What is expected: Could you please find each line in the records that contains the word "function" and copy it?

Records for the exercise:

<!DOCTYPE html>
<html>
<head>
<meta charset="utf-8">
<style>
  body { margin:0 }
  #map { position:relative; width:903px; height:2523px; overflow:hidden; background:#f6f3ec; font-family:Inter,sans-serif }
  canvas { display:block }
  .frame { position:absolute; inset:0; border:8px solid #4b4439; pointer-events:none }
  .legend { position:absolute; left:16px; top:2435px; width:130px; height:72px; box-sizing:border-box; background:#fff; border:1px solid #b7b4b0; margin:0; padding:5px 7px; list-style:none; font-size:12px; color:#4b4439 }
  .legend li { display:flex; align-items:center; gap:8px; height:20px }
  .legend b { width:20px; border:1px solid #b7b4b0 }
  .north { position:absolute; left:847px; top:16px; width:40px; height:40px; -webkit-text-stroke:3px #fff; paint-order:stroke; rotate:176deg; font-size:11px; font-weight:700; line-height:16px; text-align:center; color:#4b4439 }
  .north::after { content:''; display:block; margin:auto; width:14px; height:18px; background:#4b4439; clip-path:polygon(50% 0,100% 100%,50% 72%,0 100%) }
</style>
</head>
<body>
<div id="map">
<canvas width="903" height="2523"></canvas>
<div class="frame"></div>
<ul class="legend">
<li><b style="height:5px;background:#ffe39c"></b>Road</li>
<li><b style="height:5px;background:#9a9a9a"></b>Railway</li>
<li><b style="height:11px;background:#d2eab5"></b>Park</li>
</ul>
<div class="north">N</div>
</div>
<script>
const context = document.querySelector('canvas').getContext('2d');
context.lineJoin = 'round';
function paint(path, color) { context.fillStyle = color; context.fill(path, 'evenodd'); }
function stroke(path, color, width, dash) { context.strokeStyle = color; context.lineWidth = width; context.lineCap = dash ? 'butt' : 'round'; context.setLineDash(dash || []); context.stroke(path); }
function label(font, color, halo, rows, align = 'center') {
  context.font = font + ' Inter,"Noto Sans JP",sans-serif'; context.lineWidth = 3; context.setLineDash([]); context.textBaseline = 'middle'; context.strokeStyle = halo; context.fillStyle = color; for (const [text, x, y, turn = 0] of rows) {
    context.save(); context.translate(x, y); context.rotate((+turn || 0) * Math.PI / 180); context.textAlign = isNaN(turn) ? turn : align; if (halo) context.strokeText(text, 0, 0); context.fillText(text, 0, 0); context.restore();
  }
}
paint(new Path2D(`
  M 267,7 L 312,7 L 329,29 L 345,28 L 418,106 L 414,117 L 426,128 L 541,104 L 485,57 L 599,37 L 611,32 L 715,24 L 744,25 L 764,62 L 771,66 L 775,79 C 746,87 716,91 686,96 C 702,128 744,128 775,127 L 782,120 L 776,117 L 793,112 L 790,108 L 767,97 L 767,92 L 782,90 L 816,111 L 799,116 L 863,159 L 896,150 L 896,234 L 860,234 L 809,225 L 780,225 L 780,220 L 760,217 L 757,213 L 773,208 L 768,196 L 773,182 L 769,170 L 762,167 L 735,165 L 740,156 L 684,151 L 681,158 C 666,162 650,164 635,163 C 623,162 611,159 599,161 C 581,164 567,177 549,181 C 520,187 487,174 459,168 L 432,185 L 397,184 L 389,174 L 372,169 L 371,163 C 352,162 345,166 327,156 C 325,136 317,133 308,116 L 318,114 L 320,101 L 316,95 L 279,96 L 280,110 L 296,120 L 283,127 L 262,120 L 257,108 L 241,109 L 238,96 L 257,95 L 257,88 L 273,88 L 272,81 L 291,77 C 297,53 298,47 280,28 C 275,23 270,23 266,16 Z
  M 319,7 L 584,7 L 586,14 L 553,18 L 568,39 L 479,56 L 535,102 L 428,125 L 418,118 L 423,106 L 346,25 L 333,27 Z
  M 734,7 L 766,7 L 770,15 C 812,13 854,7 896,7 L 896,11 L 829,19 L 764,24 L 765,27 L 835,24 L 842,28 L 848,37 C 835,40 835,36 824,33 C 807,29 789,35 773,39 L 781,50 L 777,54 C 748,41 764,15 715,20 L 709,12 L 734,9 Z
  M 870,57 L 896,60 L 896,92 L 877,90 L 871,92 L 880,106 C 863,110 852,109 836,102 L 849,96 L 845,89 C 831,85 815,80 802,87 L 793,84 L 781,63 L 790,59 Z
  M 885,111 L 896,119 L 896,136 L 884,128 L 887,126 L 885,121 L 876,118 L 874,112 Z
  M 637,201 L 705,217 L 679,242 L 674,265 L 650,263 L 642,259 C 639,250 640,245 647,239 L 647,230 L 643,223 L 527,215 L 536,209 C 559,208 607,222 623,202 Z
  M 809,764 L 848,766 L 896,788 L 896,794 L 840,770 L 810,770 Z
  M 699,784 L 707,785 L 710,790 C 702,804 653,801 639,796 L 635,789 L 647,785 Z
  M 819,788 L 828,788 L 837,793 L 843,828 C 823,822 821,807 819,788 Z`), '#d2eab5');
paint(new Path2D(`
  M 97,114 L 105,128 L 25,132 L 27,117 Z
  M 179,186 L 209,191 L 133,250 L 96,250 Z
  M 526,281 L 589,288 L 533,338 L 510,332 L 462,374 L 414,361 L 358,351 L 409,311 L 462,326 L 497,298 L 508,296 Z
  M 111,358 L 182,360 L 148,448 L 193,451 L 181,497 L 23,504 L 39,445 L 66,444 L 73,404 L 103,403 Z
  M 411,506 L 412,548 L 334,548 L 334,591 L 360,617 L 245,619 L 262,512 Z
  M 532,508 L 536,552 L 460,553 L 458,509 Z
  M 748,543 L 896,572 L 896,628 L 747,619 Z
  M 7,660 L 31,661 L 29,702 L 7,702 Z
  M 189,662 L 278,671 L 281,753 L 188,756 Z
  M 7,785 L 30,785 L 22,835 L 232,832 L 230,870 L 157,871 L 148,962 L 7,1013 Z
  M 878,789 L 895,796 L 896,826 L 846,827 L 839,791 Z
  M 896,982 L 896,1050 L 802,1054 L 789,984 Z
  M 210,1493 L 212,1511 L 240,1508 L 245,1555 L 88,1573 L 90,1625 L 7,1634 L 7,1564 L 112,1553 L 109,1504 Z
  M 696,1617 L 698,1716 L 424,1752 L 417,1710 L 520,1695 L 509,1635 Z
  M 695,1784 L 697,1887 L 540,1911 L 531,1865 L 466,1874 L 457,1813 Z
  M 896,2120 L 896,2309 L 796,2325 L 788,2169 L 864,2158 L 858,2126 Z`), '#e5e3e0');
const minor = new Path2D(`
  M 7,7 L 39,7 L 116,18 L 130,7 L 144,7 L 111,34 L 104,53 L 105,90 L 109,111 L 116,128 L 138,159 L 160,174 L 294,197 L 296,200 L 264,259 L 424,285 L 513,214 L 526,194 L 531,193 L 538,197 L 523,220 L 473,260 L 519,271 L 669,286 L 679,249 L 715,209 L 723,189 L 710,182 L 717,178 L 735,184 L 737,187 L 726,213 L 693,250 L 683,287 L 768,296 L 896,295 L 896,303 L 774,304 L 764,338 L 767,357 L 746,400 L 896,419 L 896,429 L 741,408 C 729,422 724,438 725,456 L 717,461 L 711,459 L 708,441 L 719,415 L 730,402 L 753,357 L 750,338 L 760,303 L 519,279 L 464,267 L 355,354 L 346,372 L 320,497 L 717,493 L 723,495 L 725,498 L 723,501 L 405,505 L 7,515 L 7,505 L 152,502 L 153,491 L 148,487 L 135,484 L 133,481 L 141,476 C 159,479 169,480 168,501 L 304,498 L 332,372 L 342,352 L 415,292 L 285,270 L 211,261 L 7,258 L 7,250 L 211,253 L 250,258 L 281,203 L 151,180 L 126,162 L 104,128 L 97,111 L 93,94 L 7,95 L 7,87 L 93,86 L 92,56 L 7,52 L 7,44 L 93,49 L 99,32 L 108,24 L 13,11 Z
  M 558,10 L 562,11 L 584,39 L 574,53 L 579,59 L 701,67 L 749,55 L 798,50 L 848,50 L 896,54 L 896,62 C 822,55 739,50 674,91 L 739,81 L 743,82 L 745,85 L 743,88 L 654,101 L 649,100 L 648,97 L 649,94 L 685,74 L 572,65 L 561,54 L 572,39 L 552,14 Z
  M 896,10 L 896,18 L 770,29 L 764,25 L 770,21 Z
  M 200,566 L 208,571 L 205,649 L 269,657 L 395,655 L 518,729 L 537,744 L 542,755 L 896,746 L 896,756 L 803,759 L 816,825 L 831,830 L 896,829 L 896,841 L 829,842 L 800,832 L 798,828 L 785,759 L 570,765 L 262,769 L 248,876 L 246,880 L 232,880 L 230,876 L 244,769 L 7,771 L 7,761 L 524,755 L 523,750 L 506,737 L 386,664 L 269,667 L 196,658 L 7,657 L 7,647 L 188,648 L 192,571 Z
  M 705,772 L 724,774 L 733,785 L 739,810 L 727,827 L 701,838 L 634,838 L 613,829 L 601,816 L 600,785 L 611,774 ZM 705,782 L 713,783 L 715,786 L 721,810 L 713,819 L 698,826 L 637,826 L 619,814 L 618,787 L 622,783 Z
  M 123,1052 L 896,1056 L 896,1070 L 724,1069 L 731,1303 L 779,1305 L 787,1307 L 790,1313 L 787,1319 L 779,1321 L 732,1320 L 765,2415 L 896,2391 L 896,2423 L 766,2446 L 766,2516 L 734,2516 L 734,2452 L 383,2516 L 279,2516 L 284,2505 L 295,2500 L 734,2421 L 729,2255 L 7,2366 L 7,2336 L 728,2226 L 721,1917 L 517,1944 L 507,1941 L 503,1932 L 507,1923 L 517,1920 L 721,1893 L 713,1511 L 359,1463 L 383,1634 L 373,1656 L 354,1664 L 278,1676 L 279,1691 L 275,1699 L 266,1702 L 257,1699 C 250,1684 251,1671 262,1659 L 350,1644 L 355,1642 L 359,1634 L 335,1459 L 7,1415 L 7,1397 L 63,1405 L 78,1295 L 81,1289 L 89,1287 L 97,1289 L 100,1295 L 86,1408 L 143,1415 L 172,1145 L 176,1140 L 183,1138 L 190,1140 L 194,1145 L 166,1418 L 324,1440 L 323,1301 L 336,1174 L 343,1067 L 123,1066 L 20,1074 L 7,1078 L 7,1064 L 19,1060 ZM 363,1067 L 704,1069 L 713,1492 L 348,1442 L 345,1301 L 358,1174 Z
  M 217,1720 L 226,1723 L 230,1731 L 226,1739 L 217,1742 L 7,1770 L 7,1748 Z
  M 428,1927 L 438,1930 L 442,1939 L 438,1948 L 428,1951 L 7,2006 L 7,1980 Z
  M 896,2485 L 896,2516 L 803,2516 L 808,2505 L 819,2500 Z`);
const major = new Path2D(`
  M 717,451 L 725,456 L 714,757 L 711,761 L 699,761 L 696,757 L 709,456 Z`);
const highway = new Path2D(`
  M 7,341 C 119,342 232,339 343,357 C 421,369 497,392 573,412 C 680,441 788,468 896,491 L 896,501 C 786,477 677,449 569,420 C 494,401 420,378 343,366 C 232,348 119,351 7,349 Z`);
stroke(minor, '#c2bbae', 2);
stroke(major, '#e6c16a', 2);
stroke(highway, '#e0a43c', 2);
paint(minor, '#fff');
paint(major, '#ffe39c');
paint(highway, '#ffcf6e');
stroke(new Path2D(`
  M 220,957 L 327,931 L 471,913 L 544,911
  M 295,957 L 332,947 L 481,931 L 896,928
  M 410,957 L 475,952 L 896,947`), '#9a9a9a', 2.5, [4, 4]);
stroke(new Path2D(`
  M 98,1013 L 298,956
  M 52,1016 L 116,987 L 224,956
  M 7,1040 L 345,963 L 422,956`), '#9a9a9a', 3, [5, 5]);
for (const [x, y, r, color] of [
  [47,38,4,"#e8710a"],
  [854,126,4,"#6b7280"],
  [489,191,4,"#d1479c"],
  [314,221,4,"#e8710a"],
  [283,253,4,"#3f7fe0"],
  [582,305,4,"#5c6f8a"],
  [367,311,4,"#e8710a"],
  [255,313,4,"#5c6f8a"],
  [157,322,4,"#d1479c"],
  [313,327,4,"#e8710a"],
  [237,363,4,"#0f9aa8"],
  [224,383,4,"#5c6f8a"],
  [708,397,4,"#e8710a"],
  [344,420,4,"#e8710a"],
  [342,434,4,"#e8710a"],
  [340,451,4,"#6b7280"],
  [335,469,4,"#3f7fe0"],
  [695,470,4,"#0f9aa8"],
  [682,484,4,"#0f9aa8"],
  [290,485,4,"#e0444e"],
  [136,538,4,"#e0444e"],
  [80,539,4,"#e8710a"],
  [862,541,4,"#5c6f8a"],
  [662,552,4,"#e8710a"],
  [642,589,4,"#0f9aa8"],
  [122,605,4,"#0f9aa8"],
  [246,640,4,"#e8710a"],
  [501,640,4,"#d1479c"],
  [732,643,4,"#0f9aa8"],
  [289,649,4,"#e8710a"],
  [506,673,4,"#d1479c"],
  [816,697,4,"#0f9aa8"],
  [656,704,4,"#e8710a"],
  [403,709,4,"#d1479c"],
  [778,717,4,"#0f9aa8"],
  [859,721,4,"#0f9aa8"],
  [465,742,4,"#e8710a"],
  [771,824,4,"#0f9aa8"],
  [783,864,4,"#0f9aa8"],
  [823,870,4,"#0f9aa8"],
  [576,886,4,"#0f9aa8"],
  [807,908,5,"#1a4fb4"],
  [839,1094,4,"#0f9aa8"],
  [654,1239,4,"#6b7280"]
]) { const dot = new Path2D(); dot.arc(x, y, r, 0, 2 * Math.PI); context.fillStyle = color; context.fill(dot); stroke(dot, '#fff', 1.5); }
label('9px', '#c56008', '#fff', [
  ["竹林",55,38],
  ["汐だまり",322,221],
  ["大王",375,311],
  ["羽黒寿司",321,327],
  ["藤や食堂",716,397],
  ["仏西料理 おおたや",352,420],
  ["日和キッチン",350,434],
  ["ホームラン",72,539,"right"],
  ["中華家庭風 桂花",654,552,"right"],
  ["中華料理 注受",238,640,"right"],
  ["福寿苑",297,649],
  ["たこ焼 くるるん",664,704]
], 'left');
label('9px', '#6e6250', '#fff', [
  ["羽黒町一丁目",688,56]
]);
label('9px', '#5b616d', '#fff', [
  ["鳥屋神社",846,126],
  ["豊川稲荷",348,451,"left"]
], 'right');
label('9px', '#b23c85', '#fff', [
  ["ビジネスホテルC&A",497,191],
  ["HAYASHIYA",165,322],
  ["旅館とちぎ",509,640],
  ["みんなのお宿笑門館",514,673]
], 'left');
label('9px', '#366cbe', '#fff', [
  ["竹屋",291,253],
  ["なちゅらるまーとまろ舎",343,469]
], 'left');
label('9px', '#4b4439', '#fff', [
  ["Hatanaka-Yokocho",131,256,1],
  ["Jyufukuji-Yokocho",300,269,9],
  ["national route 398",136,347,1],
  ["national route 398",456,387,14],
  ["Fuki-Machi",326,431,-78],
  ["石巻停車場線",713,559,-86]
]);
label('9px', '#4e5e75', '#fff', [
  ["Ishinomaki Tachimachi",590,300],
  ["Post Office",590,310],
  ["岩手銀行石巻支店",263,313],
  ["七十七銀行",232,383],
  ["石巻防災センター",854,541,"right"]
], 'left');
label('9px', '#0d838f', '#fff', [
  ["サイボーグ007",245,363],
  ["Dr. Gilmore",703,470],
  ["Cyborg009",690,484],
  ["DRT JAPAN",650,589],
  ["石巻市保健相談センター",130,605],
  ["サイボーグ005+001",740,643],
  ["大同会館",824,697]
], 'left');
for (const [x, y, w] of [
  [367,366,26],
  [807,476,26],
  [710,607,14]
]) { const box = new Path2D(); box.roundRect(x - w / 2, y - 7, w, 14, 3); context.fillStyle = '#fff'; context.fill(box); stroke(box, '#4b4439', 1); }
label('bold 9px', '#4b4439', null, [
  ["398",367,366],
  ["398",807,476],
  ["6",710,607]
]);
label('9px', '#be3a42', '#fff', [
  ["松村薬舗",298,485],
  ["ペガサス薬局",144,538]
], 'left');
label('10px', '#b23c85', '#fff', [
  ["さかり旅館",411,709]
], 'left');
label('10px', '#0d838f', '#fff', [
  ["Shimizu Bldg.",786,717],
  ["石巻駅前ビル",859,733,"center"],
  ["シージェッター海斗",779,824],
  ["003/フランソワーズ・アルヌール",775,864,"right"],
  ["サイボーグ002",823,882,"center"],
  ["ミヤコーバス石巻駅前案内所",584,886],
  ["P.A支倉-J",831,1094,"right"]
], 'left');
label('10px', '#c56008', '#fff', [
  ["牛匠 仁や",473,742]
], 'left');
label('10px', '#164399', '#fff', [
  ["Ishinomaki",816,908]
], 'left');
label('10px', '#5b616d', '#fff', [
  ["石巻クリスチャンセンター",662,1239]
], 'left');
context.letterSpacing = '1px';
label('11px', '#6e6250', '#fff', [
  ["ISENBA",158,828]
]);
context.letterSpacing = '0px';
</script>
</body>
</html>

Response to the exercise:
function paint(path, color) { context.fillStyle = color; context.fill(path, 'evenodd'); }
function stroke(path, color, width, dash) { context.strokeStyle = color; context.lineWidth = width; context.lineCap = dash ? 'butt' : 'round'; context.setLineDash(dash || []); context.stroke(path); }
function label(font, color, halo, rows, align = 'center') {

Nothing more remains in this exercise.